The peasant’s name was Berg, with the surname Rese. He was the tallest and the strongest man in the whole district, and moreover handsome and well-built. He was broad in the shoulders and slender in the waist. His hands were as well shaped as if he had never done any hard work. His hair was brown and his skin fair. After he had been some time in the woods he acquired in all ways a more formidable appearance. His eyes became piercing, his eyebrows grew bushy, and the muscles which knitted them lay finger thick above his nose. It showed now more plainly than before how the upper part of his athlete’s brow projected over the lower. His lips closed more firmly than of old, his whole face was thinner, the hollows at the temples grew very deep, and his powerful jaw was much more prominent. His body was less well filled out but his muscles were as hard as steel. His hair grew suddenly gray.

Young Tord could never weary of looking at this man. He had never before seen anything so beautiful and powerful. In his imagination he stood high as the forest, strong as the sea. He served him as a master and worshipped him as a god. It was a matter of course that Tord should carry the hunting spears, drag home the game, fetch the water and build the fire. Berg Rese accepted all his services, but almost never gave him a friendly word. He despised him because he was a thief.

The outlaws did not lead a robber’s or brigand’s life; they supported themselves by hunting and fishing. If Berg Rese had not murdered a holy man, the peasants would soon have ceased to pursue him and have left him in peace in the mountains. But they feared great disaster to the district, because he who had raised his hand against the servant of God was still unpunished. When Tord came down to the valley with game, they offered him riches and pardon for his own crime if he would show them the way to Berg Rese’s hole, so that they might take him while he slept.
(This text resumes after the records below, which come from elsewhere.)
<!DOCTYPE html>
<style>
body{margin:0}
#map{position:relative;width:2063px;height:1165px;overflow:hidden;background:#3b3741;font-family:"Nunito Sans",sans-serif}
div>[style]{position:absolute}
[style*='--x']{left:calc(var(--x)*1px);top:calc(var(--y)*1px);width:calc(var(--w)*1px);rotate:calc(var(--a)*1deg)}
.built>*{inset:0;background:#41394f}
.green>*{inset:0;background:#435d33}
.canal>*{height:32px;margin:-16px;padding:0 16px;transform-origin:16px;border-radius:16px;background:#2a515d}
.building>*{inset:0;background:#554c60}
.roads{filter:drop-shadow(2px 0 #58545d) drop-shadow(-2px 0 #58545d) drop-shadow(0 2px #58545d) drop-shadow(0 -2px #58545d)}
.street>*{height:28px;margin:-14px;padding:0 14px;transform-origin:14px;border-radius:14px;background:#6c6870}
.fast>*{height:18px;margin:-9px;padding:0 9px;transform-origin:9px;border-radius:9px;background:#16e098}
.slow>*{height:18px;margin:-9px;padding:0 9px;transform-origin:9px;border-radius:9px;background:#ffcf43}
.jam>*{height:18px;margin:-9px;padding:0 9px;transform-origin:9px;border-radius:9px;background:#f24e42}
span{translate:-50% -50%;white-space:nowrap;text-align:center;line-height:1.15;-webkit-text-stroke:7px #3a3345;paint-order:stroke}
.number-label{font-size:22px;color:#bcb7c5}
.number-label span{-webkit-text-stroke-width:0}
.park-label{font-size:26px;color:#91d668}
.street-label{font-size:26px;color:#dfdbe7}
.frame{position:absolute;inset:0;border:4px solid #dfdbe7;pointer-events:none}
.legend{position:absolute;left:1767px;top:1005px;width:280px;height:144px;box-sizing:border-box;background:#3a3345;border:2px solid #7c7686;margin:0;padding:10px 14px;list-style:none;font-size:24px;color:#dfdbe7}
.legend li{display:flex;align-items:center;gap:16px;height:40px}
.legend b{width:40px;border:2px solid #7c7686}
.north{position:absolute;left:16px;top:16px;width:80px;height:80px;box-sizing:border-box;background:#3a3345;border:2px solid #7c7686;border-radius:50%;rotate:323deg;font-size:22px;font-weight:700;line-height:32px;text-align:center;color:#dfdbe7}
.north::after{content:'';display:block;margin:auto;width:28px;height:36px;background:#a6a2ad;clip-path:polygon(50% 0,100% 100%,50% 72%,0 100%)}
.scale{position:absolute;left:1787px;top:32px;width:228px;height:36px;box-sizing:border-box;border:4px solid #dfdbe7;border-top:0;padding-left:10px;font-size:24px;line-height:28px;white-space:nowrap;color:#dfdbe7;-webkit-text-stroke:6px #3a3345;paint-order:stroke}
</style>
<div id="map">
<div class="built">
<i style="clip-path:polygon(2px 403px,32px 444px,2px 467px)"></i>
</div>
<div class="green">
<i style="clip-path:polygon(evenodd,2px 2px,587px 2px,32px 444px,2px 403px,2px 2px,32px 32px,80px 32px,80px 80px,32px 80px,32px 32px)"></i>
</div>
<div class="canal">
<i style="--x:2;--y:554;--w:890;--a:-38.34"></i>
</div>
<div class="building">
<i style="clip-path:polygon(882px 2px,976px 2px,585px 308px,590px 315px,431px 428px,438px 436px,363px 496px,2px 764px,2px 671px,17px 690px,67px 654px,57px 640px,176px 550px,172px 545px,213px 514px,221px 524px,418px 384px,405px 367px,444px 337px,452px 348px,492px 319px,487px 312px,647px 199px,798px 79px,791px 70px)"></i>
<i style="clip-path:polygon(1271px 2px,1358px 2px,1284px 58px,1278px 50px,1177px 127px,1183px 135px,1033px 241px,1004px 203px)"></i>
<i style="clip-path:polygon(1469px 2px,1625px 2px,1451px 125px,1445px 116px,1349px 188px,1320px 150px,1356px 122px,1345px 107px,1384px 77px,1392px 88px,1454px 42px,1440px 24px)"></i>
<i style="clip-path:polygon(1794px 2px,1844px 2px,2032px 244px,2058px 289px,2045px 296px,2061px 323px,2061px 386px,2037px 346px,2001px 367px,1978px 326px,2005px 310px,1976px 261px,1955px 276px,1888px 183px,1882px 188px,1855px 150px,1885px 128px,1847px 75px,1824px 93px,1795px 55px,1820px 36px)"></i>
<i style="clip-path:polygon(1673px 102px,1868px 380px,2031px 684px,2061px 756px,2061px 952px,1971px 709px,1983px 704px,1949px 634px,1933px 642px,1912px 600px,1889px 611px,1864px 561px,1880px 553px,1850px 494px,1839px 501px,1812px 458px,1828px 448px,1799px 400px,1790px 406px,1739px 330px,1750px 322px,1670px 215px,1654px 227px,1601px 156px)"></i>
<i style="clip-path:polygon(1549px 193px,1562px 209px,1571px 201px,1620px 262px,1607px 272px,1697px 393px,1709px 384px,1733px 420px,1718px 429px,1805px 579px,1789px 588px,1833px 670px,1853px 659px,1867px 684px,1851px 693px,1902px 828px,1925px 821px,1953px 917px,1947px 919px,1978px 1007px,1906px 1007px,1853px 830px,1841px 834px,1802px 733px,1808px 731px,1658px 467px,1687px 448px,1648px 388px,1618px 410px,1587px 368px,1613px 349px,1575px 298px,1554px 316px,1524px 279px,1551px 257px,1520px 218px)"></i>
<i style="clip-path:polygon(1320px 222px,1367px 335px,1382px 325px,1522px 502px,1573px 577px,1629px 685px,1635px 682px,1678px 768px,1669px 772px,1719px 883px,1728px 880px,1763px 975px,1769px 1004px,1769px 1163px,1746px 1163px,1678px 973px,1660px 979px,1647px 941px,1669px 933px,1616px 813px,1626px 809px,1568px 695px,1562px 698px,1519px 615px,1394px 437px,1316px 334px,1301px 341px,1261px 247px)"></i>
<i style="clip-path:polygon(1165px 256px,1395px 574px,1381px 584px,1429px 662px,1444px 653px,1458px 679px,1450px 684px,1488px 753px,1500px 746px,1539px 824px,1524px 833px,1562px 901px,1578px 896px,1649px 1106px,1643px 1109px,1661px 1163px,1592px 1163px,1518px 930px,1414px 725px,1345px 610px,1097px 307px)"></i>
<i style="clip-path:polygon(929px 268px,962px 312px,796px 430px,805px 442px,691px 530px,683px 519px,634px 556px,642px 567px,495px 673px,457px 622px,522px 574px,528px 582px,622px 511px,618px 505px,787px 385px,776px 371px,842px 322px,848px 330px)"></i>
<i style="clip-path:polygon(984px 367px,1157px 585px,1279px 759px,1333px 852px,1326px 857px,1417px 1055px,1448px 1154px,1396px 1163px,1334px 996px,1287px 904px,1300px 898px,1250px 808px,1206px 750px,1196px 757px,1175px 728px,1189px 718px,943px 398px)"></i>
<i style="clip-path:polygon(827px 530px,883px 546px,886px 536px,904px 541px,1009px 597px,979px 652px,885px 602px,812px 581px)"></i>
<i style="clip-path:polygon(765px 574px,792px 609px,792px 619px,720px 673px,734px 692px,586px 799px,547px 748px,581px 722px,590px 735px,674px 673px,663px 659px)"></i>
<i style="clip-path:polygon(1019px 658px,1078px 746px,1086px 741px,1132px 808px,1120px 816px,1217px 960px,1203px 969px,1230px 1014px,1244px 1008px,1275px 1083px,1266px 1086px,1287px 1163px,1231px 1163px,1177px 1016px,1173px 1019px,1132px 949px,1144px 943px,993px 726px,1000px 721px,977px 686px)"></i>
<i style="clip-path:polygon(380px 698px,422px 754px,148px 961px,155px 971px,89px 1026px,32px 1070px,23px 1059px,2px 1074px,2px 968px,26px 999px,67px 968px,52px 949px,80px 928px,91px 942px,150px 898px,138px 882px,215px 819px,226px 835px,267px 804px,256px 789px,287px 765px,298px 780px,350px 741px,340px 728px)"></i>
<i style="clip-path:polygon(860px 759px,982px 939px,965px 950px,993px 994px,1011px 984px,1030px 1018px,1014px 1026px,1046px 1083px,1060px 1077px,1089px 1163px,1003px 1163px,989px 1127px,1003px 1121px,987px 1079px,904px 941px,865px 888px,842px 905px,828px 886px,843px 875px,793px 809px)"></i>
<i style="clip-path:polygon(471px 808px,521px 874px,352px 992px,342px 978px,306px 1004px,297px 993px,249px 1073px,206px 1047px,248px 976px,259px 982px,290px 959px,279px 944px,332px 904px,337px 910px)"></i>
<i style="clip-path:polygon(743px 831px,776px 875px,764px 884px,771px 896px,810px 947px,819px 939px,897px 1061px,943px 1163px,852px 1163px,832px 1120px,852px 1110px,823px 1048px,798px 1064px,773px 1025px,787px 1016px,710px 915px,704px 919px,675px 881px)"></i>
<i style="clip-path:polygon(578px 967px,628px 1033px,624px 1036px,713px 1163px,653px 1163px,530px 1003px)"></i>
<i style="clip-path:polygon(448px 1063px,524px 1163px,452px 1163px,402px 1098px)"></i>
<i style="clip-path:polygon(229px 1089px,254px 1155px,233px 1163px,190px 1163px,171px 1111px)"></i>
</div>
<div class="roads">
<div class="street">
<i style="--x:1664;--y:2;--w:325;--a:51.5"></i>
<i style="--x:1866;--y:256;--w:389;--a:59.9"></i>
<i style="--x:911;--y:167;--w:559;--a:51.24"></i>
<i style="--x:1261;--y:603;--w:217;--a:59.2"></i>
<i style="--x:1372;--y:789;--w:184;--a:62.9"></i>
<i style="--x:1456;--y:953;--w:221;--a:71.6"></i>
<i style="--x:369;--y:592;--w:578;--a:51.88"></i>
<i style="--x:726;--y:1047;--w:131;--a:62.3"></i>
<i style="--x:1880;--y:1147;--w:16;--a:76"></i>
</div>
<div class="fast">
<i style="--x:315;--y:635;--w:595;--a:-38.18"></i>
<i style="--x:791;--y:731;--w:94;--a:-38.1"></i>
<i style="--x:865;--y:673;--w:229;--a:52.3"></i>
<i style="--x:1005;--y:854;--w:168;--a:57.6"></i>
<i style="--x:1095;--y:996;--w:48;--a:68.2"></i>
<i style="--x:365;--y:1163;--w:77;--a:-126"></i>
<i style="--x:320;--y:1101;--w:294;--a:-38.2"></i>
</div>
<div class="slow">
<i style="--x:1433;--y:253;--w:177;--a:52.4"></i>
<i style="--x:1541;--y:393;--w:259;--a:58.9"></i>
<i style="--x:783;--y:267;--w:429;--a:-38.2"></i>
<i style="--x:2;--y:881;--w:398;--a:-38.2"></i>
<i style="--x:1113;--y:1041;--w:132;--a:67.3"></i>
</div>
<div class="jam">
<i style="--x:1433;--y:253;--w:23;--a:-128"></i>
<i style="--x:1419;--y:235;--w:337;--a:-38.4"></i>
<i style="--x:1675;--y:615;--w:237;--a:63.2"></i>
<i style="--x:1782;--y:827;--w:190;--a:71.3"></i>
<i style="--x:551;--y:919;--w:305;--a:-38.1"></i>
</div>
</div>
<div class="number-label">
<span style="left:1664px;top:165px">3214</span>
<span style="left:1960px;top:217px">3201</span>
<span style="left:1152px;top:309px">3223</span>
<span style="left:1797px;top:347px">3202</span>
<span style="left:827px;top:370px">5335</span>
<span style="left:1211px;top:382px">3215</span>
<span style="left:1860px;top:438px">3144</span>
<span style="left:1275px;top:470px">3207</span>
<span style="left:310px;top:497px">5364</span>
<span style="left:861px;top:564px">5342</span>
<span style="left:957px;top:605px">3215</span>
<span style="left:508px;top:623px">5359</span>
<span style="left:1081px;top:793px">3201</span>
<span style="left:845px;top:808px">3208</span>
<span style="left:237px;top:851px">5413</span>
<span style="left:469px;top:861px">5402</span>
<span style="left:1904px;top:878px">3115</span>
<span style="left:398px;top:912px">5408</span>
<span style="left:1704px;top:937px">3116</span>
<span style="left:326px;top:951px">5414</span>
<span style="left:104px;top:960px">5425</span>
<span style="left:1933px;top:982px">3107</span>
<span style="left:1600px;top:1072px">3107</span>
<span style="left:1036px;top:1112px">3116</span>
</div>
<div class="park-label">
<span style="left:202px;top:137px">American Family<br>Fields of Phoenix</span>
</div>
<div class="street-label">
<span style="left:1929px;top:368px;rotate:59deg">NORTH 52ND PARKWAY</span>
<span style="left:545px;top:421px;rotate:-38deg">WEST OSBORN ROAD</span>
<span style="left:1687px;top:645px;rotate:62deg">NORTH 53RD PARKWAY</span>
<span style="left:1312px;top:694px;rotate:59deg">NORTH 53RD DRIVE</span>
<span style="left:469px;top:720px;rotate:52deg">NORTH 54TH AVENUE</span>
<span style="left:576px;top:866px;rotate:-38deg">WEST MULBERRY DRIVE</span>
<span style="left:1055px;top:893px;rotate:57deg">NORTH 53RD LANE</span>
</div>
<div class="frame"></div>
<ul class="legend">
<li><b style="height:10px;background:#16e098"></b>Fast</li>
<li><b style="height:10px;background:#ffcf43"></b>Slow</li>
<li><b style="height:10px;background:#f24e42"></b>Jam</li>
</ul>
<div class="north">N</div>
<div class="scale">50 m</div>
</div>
But the boy always refused; and if any one tried to sneak after him up to the wood, he led him so cleverly astray that he gave up the pursuit.
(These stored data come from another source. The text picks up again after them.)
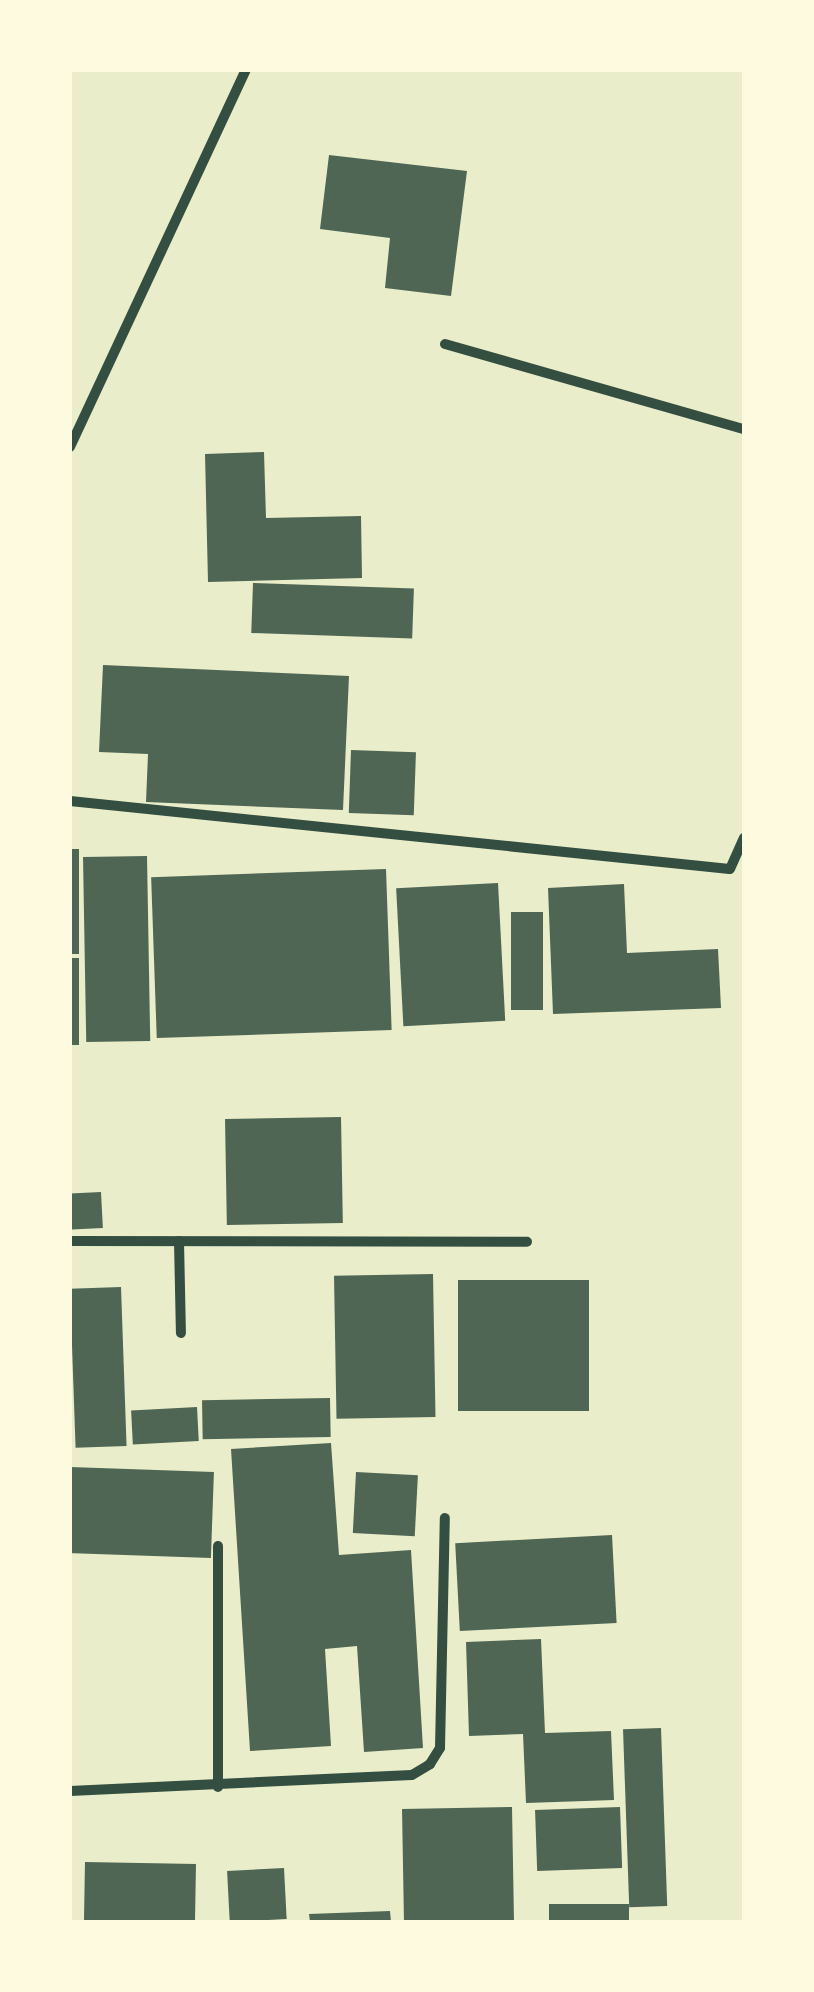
<!DOCTYPE html>
<style>
body{margin:0}
#map{position:relative;width:814px;height:1992px;overflow:hidden;background:#e9edc9;font-family:Barlow,sans-serif}
div>[style]{position:absolute}
[style*='--x']{left:calc(var(--x)*1px);top:calc(var(--y)*1px);width:calc(var(--w)*1px);rotate:calc(var(--a)*1deg)}
.building>*{inset:0;background:#4f6655;transform-origin:0 0}
.minor>*{height:10px;margin:-5px;padding:0 5px;transform-origin:5px;border-radius:5px;background:#344e41}
span{translate:-50% -50%;white-space:nowrap;text-align:center;line-height:1.15;-webkit-text-stroke:9px #fefae0;paint-order:stroke}
.frame{position:absolute;inset:0;border:72px solid #fefae0;pointer-events:none}
</style>
<div id="map">
<div class="building">
<i style="clip-path:polygon(329px 155px,467px 171px,451px 296px,385px 288px,390px 238px,320px 229px)"></i>
<i style="clip-path:polygon(264px 452px,266px 518px,361px 516px,362px 578px,208px 582px,205px 454px)"></i>
<i style="left:253px;top:583px;width:161px;height:50px;rotate:2deg"></i>
<i style="clip-path:polygon(103px 665px,349px 676px,343px 810px,146px 802px,148px 754px,99px 752px)"></i>
<i style="left:351px;top:750px;width:65px;height:63px;rotate:2deg"></i>
<i style="left:70px;top:849px;width:9px;height:105px"></i>
<i style="left:147px;top:856px;width:185px;height:64px;rotate:89deg"></i>
<i style="left:386px;top:869px;width:161px;height:235px;rotate:88deg"></i>
<i style="left:498px;top:883px;width:138px;height:102px;rotate:87deg"></i>
<i style="clip-path:polygon(624px 884px,627px 953px,718px 949px,721px 1008px,553px 1014px,548px 888px)"></i>
<i style="left:511px;top:912px;width:32px;height:98px"></i>
<i style="left:70px;top:958px;width:9px;height:87px"></i>
<i style="left:341px;top:1117px;width:106px;height:116px;rotate:89deg"></i>
<i style="left:101px;top:1192px;width:36px;height:31px;rotate:87deg"></i>
<i style="left:433px;top:1274px;width:143px;height:99px;rotate:89deg"></i>
<i style="left:458px;top:1280px;width:131px;height:131px"></i>
<i style="left:121px;top:1287px;width:159px;height:51px;rotate:88deg"></i>
<i style="left:330px;top:1398px;width:39px;height:128px;rotate:89deg"></i>
<i style="left:197px;top:1407px;width:34px;height:66px;rotate:87deg"></i>
<i style="clip-path:polygon(331px 1443px,339px 1555px,411px 1550px,423px 1748px,364px 1752px,357px 1646px,325px 1649px,331px 1746px,250px 1751px,231px 1449px)"></i>
<i style="left:70px;top:1467px;width:144px;height:86px;rotate:2deg"></i>
<i style="left:356px;top:1472px;width:62px;height:61px;rotate:3deg"></i>
<i style="left:612px;top:1535px;width:88px;height:157px;rotate:87deg"></i>
<i style="clip-path:polygon(541px 1639px,545px 1733px,611px 1731px,614px 1800px,526px 1803px,523px 1734px,469px 1736px,466px 1642px)"></i>
<i style="left:661px;top:1728px;width:178px;height:38px;rotate:88deg"></i>
<i style="left:512px;top:1807px;width:115px;height:110px;rotate:89deg"></i>
<i style="left:620px;top:1807px;width:61px;height:85px;rotate:88deg"></i>
<i style="left:85px;top:1862px;width:111px;height:60px;rotate:1deg"></i>
<i style="left:284px;top:1868px;width:51px;height:57px;rotate:87deg"></i>
<i style="left:629px;top:1904px;width:18px;height:80px;rotate:90deg"></i>
<i style="clip-path:polygon(390px 1911px,391px 1922px,310px 1922px,309px 1914px)"></i>
</div>
<div class="minor">
<i style="--x:445;--y:344;--w:311;--a:15.9"></i>
<i style="--x:70;--y:447;--w:416;--a:-65"></i>
<i style="--x:70;--y:801;--w:663;--a:5.88"></i>
<i style="--x:730;--y:869;--w:34;--a:-66"></i>
<i style="--x:70;--y:1241;--w:457;--a:0.1"></i>
<i style="--x:179;--y:1241;--w:92;--a:88.8"></i>
<i style="--x:218;--y:1546;--w:241;--a:90"></i>
<i style="--x:70;--y:1791;--w:342;--a:-2.7"></i>
<i style="--x:412;--y:1775;--w:21;--a:-31"></i>
<i style="--x:430;--y:1764;--w:19;--a:-58"></i>
<i style="--x:440;--y:1748;--w:230;--a:-88.8"></i>
</div>
<div class="frame"></div>
</div>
Once Berg asked him if the peasants had not tried to tempt him to betray him, and when he heard what they had offered him as a reward, he said scornfully that Tord had been foolish not to accept such a proposal.

Then Tord looked at him with a glance, the like of which Berg Rese had never before seen. Never had any beautiful woman in his youth, never had his wife or child looked so at him. “You are my lord, my elected master,” said the glance. “Know that you may strike me and abuse me as you will, I am faithful notwithstanding.”